Zuletzt aktualisiert am 15. März 2021
Freitag 09:00 Uhr die Ausrüstung liegt seit gestern gepackt im Hausflur und ich? Ich warte auf meine Mitfahrgelegenheit und freue mich schon riesig auf das bevorstehende Wochenende. Denn es geht endlich auf den Karwendelmarsch.
Ab nach Scharnitz
Wie schön wenn man gute Freunde hat, die bei drei, ok es waren mindestens vier Bier, noch Ideen von einem super finden.
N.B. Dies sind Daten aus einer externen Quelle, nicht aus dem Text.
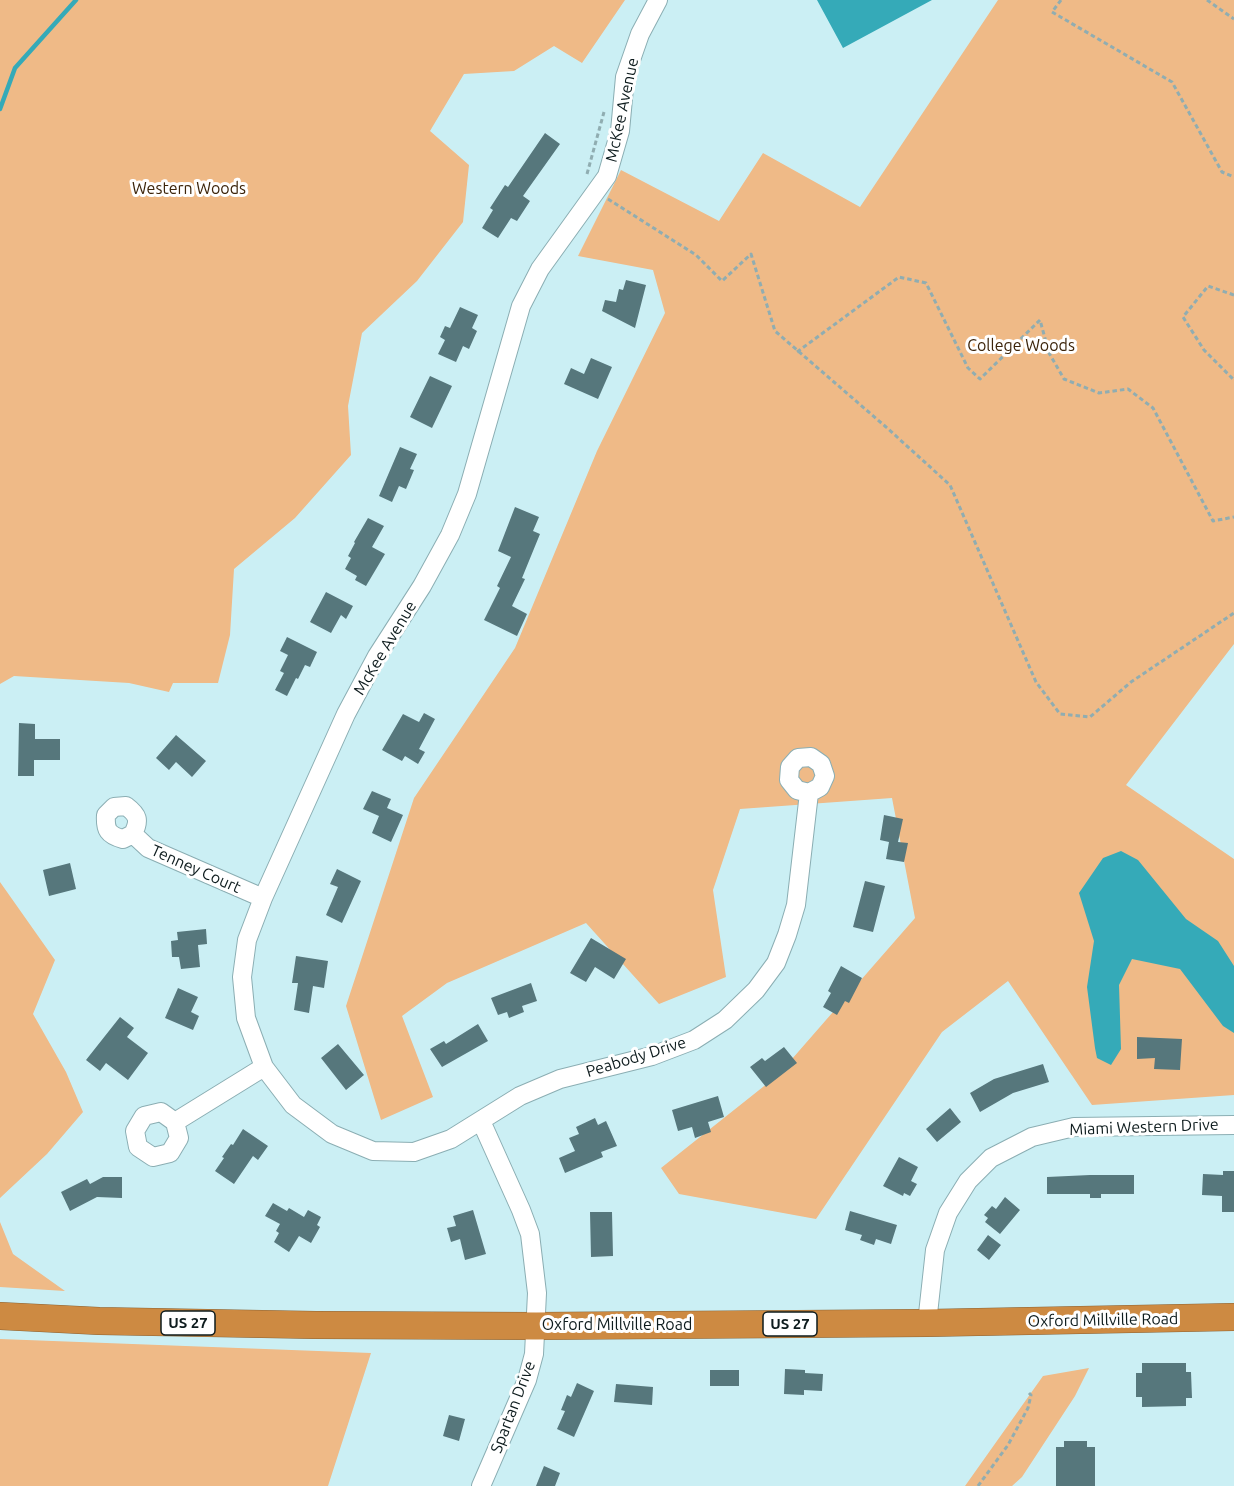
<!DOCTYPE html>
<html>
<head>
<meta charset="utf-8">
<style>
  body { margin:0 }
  canvas { display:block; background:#cbeff4 }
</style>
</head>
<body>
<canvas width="1234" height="1486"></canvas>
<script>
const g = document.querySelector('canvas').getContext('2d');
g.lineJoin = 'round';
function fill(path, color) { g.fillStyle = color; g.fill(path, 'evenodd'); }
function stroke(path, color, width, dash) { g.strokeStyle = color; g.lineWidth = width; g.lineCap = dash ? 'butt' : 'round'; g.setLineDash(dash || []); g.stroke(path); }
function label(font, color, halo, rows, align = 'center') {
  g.font = font + ' Ubuntu,sans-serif'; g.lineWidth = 6; g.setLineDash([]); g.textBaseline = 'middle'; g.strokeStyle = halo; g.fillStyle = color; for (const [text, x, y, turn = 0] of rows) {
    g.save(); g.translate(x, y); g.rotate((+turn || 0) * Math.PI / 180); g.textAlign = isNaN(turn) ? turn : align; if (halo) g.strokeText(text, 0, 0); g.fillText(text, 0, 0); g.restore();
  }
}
const green = new Path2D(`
  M0,0H625L582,63L554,46L514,71L464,74L430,131L469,165L463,222L417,281L362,333L348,406L351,455L295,518L234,569L230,635L218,683H173L169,692L129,683L14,676L0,684Z
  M998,0H1234V644L1126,785L1234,859V1095L1092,1105L1008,981L942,1032L816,1219L679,1194L661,1168L778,1075L915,918L892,798L740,809L713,890L726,977L659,1004L586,923L447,983L402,1016L433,1097L381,1120L346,1006L414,798L515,648L597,451L665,313L653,270L578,256L621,170L719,221L763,153L860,207Z
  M0,882L55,960L33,1014L66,1072L83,1112L47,1154L0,1198Z
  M0,1222L13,1254L65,1291L0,1287Z
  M0,1339L371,1353L328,1486H0Z
  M1089,1368L1075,1396L1022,1477L1012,1486H965L1043,1376Z`);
const water = new Path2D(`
  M817,0H932L843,48Z
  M1121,851L1138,860L1186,919L1218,941L1234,966V1033L1223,1026L1180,969L1132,959L1119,985L1121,1049L1111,1065L1097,1058L1095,1048L1087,987L1094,941L1079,893L1103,858Z`);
const stream = new Path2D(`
  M0,109L15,68L76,0`);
const building = new Path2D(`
  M545,133L560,144L523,196L530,201L517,221L511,218L498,238L482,228L493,210L490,208L505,185L508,187Z
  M626,280L646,285L635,328L602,311L605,300L616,302L619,289L623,290Z
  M460,307L478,315L472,328L477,331L469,349L463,346L456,362L438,354L445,340L440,337L445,326L450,328Z
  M591,358L612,367L598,399L564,384L571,368L584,374Z
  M430,376L452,386L432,428L410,417Z
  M400,447L417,454L410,469L414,470L406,489L399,486L392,502L379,496Z
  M515,507L539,517L533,531L540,534L522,578L525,579L512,606L527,614L517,636L484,620L500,588L497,586L511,557L498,551Z
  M368,518L384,526L372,547L385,554L366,586L355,580L357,576L345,569L351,558L348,556L355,543L354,542Z
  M326,592L353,606L346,619L341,615L331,633L310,622Z
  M287,637L317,652L310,667L305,665L298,679L296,678L287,696L275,690L284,673L280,671L288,655L280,651Z
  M424,713L435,719L419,749L425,752L418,764L405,756L402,761L382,750L403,714L419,722Z
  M19,723L35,724V739H60V760H34V776H18Z
  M176,735L206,761L192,777L176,762L169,770L156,758Z
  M372,791L391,799L387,808L403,815L391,842L372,833L379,816L363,809Z
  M884,815L903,819L898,842L908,843L904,862L886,859L889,842L880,840Z
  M70,863L76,889L49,896L43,870Z
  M337,869L361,881L342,923L326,915L338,887L330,884Z
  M865,881L885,886L873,932L853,927Z
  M206,929L207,944L198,945L200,967L181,969L179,957H172L171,941L178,940L177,932Z
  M591,938L626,959L614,979L595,967L586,982L570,973Z
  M296,956L328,961L324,988L313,986L309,1013L294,1010L298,983H292Z
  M841,966L862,978L849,1003L845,1001L837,1015L823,1007L831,993L828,991Z
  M531,983L537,1001L522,1006L524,1012L509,1018L507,1012L498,1015L491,998Z
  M178,988L198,997L191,1012L199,1016L193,1030L165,1018Z
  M120,1017L134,1028L127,1037L148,1053L128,1080L106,1063L100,1071L86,1060Z
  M478,1024L488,1041L442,1067L430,1049L444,1041L446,1044Z
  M1137,1037L1182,1039L1180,1070L1154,1069L1155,1058L1137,1059Z
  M338,1044L364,1075L346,1090L321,1058Z
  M784,1047L797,1063L766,1087L750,1067L762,1058L765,1061Z
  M1043,1064L1049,1082L1013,1093L980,1112L970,1093L994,1079Z
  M718,1096L724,1117L708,1122L711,1132L695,1138L692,1127L678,1131L672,1110Z
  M950,1108L961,1122L937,1142L926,1129Z
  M595,1118L598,1125L606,1121L617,1146L601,1152L603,1157L565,1173L559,1158L575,1151L569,1138L579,1134L576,1127Z
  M243,1129L268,1146L258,1160L253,1156L234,1184L215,1171L224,1158L222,1157L231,1144L233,1145Z
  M899,1157L918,1167L911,1181L917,1184L910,1196L904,1193L903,1196L883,1186Z
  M1223,1171H1234V1212H1222V1196L1202,1195L1203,1174L1223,1175Z
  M1090,1175H1134V1194H1101V1198H1090V1194H1047V1177Z
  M103,1177H122V1198L97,1197L70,1211L61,1192L87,1179L90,1184Z
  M1005,1197L1020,1210L1000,1234L985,1222L988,1218L984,1215L992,1206L996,1209Z
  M273,1203L287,1211L289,1208L304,1217L308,1210L321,1217L317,1225L320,1227L311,1243L299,1236L289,1252L274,1242L279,1233L276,1231L280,1224L265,1216Z
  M473,1210L486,1254L465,1260L460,1239L451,1242L447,1228L456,1226L453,1216Z
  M850,1211L897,1225L891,1244L876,1239L874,1245L860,1240L862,1235L845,1230Z
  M590,1212H612L613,1256L591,1257Z
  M988,1235L1001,1245L989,1260L977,1250Z
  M1142,1363H1186V1372H1191L1192,1398H1186V1406L1142,1407V1397H1136V1373H1142Z
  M785,1369L805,1370V1373L823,1374L822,1391L804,1390V1395L784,1394Z
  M710,1370H739V1386H710Z
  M577,1383L594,1391L574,1437L557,1429L565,1411L561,1410L567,1395L571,1397Z
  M616,1384L653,1387L652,1405L614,1402Z
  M449,1415L465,1419L459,1441L443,1436Z
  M1064,1441H1087V1447H1095V1486H1056V1447H1064Z
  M544,1466L560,1473L555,1486H536Z`);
const path = new Path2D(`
  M1061,0L1052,12L1172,82L1222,172L1234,177
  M1207,0L1234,19
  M587,174L604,112
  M608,199L696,255L722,281L751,254L775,331L886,427L950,485L1036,682L1060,714L1090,717L1131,682L1234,613
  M1234,295L1208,286L1183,317L1204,350L1234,380
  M797,352L899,277L926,283L968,368L980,379L1040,320L1049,353L1064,379L1099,393L1128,389L1153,408L1213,521L1234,517
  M978,1486L1008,1445L1028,1408L1031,1395L1029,1393`);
const minor = new Path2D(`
  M658,0L640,34L625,77L620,131L607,176L540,269L521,306L467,494L450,535L422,586L377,656L346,714L263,898L247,940L242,977L246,1018L264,1067L293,1105L332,1134L373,1151L414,1152L451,1139L520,1096L560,1079L652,1056L694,1040L725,1020L756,990L776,963L787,935L796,905L809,793L820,787L825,776L821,764L811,757L798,758L790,767L789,780L797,790L809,793
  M133,834L123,839C108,835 105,830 106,815L114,807L126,806C138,815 140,820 133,834L148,848L263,898
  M175,1122L179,1138L170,1153L153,1157L138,1147L135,1131L144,1116L161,1112L175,1122L264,1067
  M927,1323L935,1250L948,1213L968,1181L991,1158L1032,1137L1074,1127L1234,1125
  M481,1486L527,1380L534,1354L537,1293L530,1234L521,1210L481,1121`);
const highway = new Path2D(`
  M0,1316L99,1321L316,1325L536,1326L927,1323L1234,1317`);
const shields = [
  [188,1323,54],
  [790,1324,54]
];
const shieldNames = [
  ["US 27",188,1323],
  ["US 27",790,1324]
];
const streetNames = [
  ["McKee Avenue",622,110,-78],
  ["McKee Avenue",385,648,-59],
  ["Tenney Court",196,869,24],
  ["Peabody Drive",636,1057,-17],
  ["Miami Western Drive",1144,1127,-2],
  ["Oxford Millville Road",1103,1320,-1],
  ["Oxford Millville Road",617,1325],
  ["Spartan Drive",513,1407,-69]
];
const parkNames = [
  ["Western Woods",189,189],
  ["College Woods",1021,346]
];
fill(green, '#efba87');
fill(water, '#35aab8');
stroke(stream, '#35aab8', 4.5);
fill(building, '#56777c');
stroke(minor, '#8baeb3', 20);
stroke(highway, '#8a6335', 28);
stroke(path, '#90adb1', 3, [4.5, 3]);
stroke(minor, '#fff', 18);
stroke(highway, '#cd8a42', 27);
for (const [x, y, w] of shields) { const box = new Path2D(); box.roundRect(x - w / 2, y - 12, w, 24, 4.5); g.fillStyle = '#fff'; g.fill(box); stroke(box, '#0d1b1d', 1.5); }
label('bold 15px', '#0d1b1d', null, shieldNames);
label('16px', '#0d1b1d', '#fff', streetNames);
label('16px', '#3c240a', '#fff', parkNames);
</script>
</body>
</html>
Wenn das im vergangenem November bei unserer Mountainbiketour anders gewesen wäre, würde ich heute nicht bei Julia und Frank mit im Auto sitzen.
Auf der knapp sechs Stunden langen Anreise aus dem Süden Hessens haben wir jede menge Zeit die Renntaktik ausführlich zu besprechen. Wetter Apps werden geöffnet, gecheckt, geschlossen und gefühlt keine 30 Minuten später wieder geöffnet. Die Verpflegungsfrage diskutieren wir natürlich auch. Ich gebe zu, eine Woche vor Rennbeginn zu überlegen was man so auf die 52 km mitnehmen soll ist vielleicht doch etwas spät gewesen. Wobei ich jetzt nach dem Rennen sagen kann es hat gepasst.
Das Herz hüpft
Die Zeit vergeht mit unseren Planungsspielen total fix und dann sind wir tatsächlich da. Scharnitz – Start des Karwendelmarsch, unseres Karwendelmarsch. Das Herz hüpft bereits jetzt schon vor Aufregung. schnell die Sachen in die Unterkunft geworfen und schon stehen wir an der Startnummernausgabe. Meine erste Startnummer seit einer halben Ewigkeit. Sehr cool.
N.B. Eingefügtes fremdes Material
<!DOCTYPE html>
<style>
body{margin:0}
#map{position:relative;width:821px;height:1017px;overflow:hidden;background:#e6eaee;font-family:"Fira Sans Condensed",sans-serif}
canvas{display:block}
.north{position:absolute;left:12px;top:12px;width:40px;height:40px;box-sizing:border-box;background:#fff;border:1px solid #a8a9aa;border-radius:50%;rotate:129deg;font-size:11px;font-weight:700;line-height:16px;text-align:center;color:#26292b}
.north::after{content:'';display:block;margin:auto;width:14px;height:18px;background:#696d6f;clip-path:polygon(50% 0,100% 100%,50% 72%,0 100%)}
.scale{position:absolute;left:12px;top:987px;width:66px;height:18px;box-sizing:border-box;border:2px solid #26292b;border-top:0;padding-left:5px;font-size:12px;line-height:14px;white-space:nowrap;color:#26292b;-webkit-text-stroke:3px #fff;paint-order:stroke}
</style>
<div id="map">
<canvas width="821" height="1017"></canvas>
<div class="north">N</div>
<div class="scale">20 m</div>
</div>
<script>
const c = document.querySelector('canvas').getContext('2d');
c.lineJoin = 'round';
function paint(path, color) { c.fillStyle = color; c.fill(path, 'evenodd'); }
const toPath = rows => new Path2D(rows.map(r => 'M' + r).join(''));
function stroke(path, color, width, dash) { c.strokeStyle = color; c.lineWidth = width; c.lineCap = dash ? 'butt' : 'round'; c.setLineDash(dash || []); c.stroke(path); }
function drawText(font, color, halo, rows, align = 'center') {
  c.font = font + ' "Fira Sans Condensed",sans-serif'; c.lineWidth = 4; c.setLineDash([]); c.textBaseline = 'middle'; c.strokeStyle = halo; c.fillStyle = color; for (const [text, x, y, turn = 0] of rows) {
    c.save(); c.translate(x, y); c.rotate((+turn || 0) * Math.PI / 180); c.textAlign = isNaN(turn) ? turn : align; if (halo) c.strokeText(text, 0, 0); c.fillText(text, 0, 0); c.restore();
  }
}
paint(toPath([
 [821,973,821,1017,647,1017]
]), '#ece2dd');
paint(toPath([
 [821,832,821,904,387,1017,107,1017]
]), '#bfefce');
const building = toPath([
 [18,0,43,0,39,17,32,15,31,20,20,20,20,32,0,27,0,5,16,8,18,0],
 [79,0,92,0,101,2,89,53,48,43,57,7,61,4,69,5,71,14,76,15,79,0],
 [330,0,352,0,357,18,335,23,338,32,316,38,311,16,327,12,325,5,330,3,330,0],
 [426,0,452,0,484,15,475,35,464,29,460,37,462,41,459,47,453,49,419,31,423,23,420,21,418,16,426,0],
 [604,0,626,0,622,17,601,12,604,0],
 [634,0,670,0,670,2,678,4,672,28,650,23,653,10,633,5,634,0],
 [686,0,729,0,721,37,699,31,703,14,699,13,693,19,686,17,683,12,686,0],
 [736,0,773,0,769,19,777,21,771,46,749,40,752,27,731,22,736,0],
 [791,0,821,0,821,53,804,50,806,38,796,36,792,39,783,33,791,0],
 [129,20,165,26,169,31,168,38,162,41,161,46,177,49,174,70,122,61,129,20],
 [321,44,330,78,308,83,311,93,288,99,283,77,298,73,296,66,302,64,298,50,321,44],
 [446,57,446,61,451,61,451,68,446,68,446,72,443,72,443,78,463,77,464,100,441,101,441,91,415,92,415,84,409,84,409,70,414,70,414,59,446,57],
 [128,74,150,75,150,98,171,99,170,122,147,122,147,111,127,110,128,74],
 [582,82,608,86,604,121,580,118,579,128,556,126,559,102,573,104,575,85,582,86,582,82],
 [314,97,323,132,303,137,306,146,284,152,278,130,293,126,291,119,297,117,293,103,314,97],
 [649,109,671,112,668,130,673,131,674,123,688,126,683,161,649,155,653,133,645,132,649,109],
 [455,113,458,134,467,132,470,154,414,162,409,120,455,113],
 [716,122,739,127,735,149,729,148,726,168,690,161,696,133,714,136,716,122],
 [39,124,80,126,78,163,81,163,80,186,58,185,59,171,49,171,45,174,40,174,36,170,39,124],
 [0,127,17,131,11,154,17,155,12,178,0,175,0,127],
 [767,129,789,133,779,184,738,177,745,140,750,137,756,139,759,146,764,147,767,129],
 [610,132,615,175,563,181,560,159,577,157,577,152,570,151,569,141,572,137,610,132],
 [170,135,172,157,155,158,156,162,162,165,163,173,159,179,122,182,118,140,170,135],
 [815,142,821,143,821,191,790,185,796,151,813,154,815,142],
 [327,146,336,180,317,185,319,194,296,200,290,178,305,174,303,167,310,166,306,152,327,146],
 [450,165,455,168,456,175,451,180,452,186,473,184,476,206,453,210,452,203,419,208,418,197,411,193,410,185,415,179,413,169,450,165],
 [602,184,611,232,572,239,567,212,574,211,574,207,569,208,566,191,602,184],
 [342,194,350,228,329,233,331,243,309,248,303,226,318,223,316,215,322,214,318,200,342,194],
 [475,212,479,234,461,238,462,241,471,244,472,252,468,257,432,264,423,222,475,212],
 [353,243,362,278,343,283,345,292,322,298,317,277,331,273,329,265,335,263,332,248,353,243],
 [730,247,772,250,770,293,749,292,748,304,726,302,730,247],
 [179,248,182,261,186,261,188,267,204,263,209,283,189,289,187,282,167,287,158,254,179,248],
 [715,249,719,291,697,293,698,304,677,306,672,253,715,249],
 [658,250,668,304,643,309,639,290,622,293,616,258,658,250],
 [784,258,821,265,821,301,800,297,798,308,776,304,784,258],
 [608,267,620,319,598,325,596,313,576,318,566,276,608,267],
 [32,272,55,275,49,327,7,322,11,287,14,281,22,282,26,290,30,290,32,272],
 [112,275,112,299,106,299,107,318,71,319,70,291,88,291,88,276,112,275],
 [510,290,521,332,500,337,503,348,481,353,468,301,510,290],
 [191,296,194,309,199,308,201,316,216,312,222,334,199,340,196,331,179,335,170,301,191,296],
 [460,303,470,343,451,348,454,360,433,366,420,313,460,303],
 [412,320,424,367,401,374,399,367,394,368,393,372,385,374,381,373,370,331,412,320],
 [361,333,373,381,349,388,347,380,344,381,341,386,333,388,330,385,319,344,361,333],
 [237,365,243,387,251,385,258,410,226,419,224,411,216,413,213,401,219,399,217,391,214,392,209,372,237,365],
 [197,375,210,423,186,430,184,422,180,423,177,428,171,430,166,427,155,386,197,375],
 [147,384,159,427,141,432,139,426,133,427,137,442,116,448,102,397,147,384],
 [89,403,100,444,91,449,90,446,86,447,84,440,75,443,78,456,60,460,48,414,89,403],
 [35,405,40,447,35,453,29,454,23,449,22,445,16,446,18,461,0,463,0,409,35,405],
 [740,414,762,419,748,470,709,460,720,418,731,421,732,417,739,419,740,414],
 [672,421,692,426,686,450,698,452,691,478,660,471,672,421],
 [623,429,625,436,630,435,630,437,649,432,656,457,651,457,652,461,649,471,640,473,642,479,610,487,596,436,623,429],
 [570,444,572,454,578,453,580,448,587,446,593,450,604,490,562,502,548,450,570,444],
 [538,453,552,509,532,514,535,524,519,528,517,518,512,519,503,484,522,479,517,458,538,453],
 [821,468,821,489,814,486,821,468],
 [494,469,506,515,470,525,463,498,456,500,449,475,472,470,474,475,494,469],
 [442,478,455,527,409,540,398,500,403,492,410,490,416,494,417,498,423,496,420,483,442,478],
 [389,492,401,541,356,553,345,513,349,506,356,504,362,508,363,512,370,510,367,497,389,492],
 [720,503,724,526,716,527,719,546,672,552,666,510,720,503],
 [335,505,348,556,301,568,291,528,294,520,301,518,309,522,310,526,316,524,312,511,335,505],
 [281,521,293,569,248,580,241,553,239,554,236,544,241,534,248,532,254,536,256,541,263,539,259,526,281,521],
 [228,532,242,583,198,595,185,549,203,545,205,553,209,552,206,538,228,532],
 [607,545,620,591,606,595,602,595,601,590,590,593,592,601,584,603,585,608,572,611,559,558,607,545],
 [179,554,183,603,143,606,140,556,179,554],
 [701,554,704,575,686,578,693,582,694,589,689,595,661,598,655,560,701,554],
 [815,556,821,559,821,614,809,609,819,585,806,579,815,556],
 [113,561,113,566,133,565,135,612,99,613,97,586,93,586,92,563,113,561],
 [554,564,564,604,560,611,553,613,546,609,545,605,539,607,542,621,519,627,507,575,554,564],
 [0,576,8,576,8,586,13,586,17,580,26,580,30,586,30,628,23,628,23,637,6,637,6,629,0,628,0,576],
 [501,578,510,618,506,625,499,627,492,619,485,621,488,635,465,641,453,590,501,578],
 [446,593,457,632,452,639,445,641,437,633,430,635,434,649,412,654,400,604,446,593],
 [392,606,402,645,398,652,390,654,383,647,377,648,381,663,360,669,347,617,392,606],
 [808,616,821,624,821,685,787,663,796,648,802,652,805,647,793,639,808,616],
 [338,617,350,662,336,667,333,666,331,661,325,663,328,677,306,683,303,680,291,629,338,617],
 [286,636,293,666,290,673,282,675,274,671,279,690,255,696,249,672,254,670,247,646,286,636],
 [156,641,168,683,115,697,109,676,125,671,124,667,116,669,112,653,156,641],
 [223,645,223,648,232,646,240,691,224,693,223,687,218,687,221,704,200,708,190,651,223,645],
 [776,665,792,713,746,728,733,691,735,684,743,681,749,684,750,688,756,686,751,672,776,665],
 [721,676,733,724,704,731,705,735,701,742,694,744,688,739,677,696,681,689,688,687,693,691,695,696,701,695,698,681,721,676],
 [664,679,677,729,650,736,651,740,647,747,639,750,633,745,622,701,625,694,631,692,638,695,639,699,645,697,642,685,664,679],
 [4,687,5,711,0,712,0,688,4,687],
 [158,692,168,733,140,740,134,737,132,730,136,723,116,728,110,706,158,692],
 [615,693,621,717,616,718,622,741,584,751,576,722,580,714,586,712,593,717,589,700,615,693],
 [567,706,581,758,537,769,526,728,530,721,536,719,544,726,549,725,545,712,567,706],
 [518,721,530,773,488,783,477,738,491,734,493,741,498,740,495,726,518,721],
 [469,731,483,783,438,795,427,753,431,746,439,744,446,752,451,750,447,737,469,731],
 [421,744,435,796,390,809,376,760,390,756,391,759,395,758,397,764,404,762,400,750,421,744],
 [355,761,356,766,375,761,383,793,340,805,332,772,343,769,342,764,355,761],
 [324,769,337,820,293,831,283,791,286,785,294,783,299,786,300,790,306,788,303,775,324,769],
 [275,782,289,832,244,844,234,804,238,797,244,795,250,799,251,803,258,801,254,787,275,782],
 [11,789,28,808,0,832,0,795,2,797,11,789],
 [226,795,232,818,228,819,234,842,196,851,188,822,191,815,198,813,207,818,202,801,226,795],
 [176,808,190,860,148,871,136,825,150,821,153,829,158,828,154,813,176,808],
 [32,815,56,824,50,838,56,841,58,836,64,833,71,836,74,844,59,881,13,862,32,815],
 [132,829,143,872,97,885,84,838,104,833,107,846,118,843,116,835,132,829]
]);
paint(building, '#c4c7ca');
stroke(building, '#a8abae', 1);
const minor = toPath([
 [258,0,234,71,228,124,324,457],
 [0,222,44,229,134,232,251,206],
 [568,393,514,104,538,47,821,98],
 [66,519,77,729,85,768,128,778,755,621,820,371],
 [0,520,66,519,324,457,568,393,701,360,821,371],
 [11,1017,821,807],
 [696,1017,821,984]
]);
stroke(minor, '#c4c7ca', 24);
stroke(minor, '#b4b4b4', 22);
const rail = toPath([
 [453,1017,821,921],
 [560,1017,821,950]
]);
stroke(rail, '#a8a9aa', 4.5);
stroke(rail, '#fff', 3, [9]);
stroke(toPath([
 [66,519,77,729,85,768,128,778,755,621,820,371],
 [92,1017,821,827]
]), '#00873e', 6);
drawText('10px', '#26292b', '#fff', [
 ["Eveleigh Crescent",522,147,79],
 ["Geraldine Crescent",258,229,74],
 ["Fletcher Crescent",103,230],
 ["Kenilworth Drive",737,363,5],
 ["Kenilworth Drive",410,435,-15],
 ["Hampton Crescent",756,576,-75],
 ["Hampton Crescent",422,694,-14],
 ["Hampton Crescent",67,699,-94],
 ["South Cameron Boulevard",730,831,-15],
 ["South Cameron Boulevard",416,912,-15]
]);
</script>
Private Pastaparty am Abend
Nach unserem Rundgang inklusive Hangboard-Contest am Salewa Stand geht es auf die Suche nach etwas essbarem. Scharnitz ist rasch abgelaufen und so entscheiden wir uns ein paar km zurück nach Mittenwald zu fahren.
Mein letzter Besuch in dem charmanten Ort mit seinen liebevoll bemalten Häusern liegt auch schon wieder ein paar Jahre zurück. Damals waren wir hier um eine klimaneutrale Funktionsjacke herzustellen. Aber das soll heute natürlich nicht das Thema sein.
Packen und sch….die Hose klemmt
Wohl genährt kommen wir zurück in unsere Unterkunft und verabschieden uns in die Nacht.
Den leichten Laufrucksack hatte ich eigentlich daheim schon gepackt. Eigentlich, denn ich Räume ihn wieder um und lege die Laufklamotten für morgen bereit. Die Hose auch noch ordentlich festgezogen und fertig! Dachte ich, denn der Hosenbund ist jetzt zu eng und klemmt. Irgendwie habe ich es doch raus geschafft und falle ins Bett.
Startschuss des Karwendelmarsch 2019
Der nächste Morgen. Es ist 04:45 Uhr der Wecker klingelt, gebraucht hätte ich ihn eigentlich nicht. Gefühlt bin ich schon seit einer Stunde wach. Gut, schnell ins Bad gestolpert ein bisschen Wasser ins Gesicht, Flüssignahrung runter gekippt und die Kauleiste geschrubbt. Frank wartet schließlich schon am Frühstückstisch. Essen und einen Kaffee lasse ich lieber aus.
Wir besprechen was wir schon etliche Male besprochen haben, doppelt, dreifach, vierfach hält eben besser und müssen bei den Fragen der Tischnachbarin mit dem Kopf schütteln. Etwas verplant die gute Frau aber ok. Ein Blick auf die Uhr, Augenkontakt, Kopfnicken, los geht’s.
Jetzt bekomme ich schon ein bisschen Gänsehaut mein Freund
Frank
Draußen vor der Tür schalt bereits der Sprecher aus dem Startbereich zu uns hoch. Im Dunkeln tappen wir genau dorthin, zum Start des Karwendelmarsch 2019.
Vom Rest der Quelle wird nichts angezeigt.